■ **Exercise**: Sort through the data and copy the lines holding the word "setLineDash".

■ **The data**:
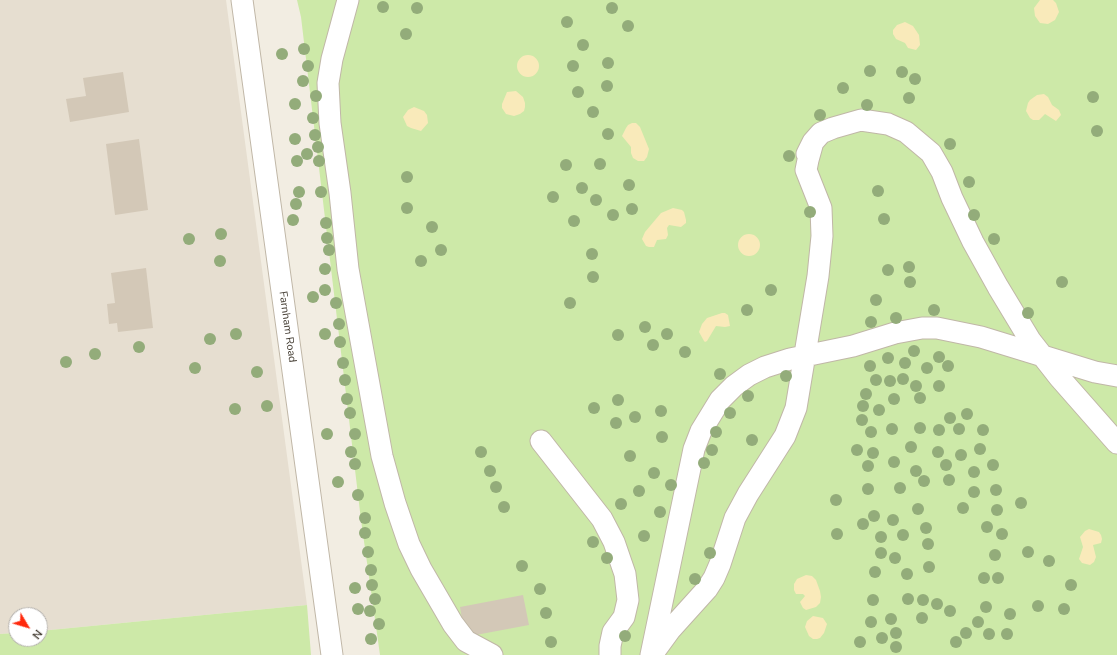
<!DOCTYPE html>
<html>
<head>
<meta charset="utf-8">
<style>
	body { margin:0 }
	#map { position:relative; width:1117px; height:655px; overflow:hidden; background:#f2ede2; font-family:"Nunito Sans",sans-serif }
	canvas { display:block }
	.north { position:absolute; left:8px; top:607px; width:40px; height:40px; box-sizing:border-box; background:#fff; border:1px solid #b4b1ad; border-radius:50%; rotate:128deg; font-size:11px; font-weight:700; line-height:16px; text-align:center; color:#433c32 }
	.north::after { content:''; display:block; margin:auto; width:14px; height:18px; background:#ff290c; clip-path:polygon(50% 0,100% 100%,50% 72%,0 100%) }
</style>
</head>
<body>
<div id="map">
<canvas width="1117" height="655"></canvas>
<div class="north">N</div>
</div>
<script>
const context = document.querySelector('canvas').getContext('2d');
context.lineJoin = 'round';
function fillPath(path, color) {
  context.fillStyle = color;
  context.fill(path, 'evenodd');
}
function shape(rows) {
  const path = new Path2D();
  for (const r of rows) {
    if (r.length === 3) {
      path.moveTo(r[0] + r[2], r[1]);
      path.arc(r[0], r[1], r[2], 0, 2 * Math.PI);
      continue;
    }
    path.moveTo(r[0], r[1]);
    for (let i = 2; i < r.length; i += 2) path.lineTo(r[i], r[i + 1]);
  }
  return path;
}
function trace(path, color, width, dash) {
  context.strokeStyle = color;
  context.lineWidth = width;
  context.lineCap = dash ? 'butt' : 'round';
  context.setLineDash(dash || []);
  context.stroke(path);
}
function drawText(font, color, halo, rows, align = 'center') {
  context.font = font + ' "Nunito Sans",sans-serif';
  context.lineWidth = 3.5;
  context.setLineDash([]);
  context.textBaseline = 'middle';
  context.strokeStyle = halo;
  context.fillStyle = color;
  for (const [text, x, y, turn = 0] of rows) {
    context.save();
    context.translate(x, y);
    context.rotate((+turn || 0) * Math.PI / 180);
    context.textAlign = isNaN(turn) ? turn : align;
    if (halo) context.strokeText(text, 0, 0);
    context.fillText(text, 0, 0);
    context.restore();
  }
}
const residential = shape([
	[0,0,226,0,307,605,40,631,40,615,16,615,16,633,0,634]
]);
const green = shape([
	[297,0,1117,0,1117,655,380,655,361,520,301,17],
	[307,605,311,655,0,655,0,634,16,633,16,639,40,639,40,631]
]);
const sand = shape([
	[1040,0,1053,0,1056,3,1059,12,1055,20,1048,24,1040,23,1035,16,1034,8],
	[905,22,913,26,919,35,920,45,916,50,908,48,905,43,896,39,893,34,893,30,897,25],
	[528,66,11],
	[516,91,523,97,525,103,525,107,524,111,520,114,514,116,506,114,502,108,502,104,507,92],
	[1044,94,1048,97,1052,105,1059,110,1061,115,1056,121,1045,114,1039,120,1033,120,1030,118,1026,111,1028,103,1030,100,1037,95],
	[414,107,424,111,427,115,428,123,421,131,411,128,407,126,403,117,408,110],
	[632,123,636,123,640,127,649,149,647,157,644,161,638,161,633,158,631,153,631,147,622,136,626,128,628,125],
	[673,208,682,210,684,212,686,220,686,223,681,227,669,225,667,228,668,235,666,239,657,240,654,247,649,247,646,246,642,239,645,232,661,213],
	[749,245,11],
	[722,313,725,313,728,315,730,326,725,327,716,326,707,341,705,342,704,341,699,332,702,324,707,318],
	[1089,529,1099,532,1101,535,1102,539,1101,543,1093,545,1096,557,1094,562,1090,565,1082,563,1079,559,1083,547,1080,537,1085,531],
	[806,575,812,576,816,580,820,591,821,597,820,603,816,607,806,610,803,608,800,602,805,596,803,594,796,594,794,590,794,584,797,579],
	[813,616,823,618,827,624,824,633,820,638,817,639,813,639,809,636,805,627,807,621]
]);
const building = shape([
	[123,72,129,112,70,122,66,99,86,96,83,78],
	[139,139,148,210,115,215,106,144],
	[146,268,153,328,118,332,117,323,109,324,107,304,115,303,111,273],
	[523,595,529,625,465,637,460,607]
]);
const minor = shape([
	[242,0,332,655],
	[348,0,332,59,328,83,330,123,340,193,348,269,382,456,395,503,409,544,421,569,453,624,466,641,492,655],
	[807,154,813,142,821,133,833,128,861,120,888,124,906,132,931,153,942,172,952,198,973,242,998,287,1030,340,1059,377,1117,443],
	[541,441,602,519,614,542,625,574,628,600,624,617,613,632,610,646,610,655],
	[654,652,670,630,707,589,714,578,720,564,735,518,748,494,785,436,796,408,818,276,822,236,821,208,806,170,808,160,813,142],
	[651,655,694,449,701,431,720,400,734,386,749,375,765,367,790,359,853,346,895,333,922,328,937,328,981,337,1095,372,1117,376]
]);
const trees = [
	[383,7],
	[417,8],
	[612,8],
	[567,22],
	[628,26],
	[406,34],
	[583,45],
	[304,49],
	[282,54],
	[608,63],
	[308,66],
	[573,66],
	[870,71],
	[902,72],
	[915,79],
	[303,81],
	[607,86],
	[843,88],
	[578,92],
	[316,96],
	[1093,97],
	[909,98],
	[295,104],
	[867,105],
	[593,112],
	[820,115],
	[313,118],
	[1097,131],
	[608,134],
	[315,135],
	[295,139],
	[950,144],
	[318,147],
	[307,154],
	[789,156],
	[297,161],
	[319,161],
	[600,164],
	[566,165],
	[407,177],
	[969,182],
	[629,185],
	[582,188],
	[878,191],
	[299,192],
	[321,192],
	[553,197],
	[596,200],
	[296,204],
	[407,208],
	[632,209],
	[810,212],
	[613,215],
	[974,215],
	[884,219],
	[293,220],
	[574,221],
	[326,223],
	[432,227],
	[221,234],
	[327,238],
	[189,239],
	[994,239],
	[329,250],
	[441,250],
	[592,254],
	[220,261],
	[421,261],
	[909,267],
	[325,269],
	[888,270],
	[593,277],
	[910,282],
	[1062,282],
	[325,290],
	[771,290],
	[313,297],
	[876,300],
	[336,303],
	[570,303],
	[747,310],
	[934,310],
	[1028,313],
	[896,318],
	[871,322],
	[339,324],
	[645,327],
	[236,334],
	[325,334],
	[667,334],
	[618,335],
	[210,339],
	[340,342],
	[653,345],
	[139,347],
	[914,351],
	[685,352],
	[95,354],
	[939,357],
	[888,358],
	[66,362],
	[343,363],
	[905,363],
	[870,366],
	[948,366],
	[195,368],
	[927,368],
	[257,372],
	[720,374],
	[786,376],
	[903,379],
	[345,380],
	[876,380],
	[890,381],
	[916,386],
	[939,386],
	[866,394],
	[748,396],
	[920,398],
	[347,399],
	[894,399],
	[618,400],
	[267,406],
	[863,406],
	[594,408],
	[235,409],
	[879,410],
	[661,411],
	[350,413],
	[730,413],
	[967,414],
	[635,417],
	[950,418],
	[862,420],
	[616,423],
	[920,428],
	[892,429],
	[959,429],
	[939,430],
	[983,430],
	[716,432],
	[871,432],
	[327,434],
	[355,434],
	[662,437],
	[752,440],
	[911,447],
	[980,449],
	[712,450],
	[857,450],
	[351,452],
	[481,452],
	[938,452],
	[873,453],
	[961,455],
	[630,456],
	[894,462],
	[704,463],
	[355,464],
	[946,465],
	[993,465],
	[868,466],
	[490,471],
	[916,471],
	[974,472],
	[654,473],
	[949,480],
	[924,481],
	[338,482],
	[671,485],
	[496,487],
	[900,488],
	[868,489],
	[996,490],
	[639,491],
	[974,492],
	[358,495],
	[836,500],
	[1021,503],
	[621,504],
	[504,507],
	[963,508],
	[918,509],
	[997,510],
	[660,512],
	[874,516],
	[365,518],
	[893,520],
	[863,524],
	[987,527],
	[926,528],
	[365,533],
	[837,534],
	[1002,534],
	[903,535],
	[644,536],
	[881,537],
	[593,542],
	[928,544],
	[368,552],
	[1028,552],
	[710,553],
	[881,553],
	[995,555],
	[607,558],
	[895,558],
	[1049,561],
	[522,566],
	[929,567],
	[371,570],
	[875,572],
	[907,574],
	[984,578],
	[998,578],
	[695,579],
	[372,585],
	[1071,585],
	[355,588],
	[540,589],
	[375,599],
	[908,599],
	[873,600],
	[923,600],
	[937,604],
	[1038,606],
	[986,607],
	[358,609],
	[1064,609],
	[370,611],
	[950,611],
	[546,613],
	[1010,614],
	[922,618],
	[891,619],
	[871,622],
	[978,622],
	[379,624],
	[896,633],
	[966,633],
	[989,634],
	[1007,634],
	[625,636],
	[882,638],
	[371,639],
	[551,642],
	[860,642],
	[956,642],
	[896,647]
];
const streetNames = [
	["Farnham Road",287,327,82]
];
fillPath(residential, '#e6ded0');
fillPath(green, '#cde9a8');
fillPath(sand, '#f9eaba');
fillPath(building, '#d3c8b7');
trace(minor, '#c0b7a7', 23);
trace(minor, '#fff', 21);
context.fillStyle = '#93ac7a';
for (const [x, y] of trees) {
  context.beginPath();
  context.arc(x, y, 6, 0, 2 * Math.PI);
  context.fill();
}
drawText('11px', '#433c32', '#fff', streetNames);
</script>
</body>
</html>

■ **Written solution**:
  context.setLineDash(dash || []);
  context.setLineDash([]);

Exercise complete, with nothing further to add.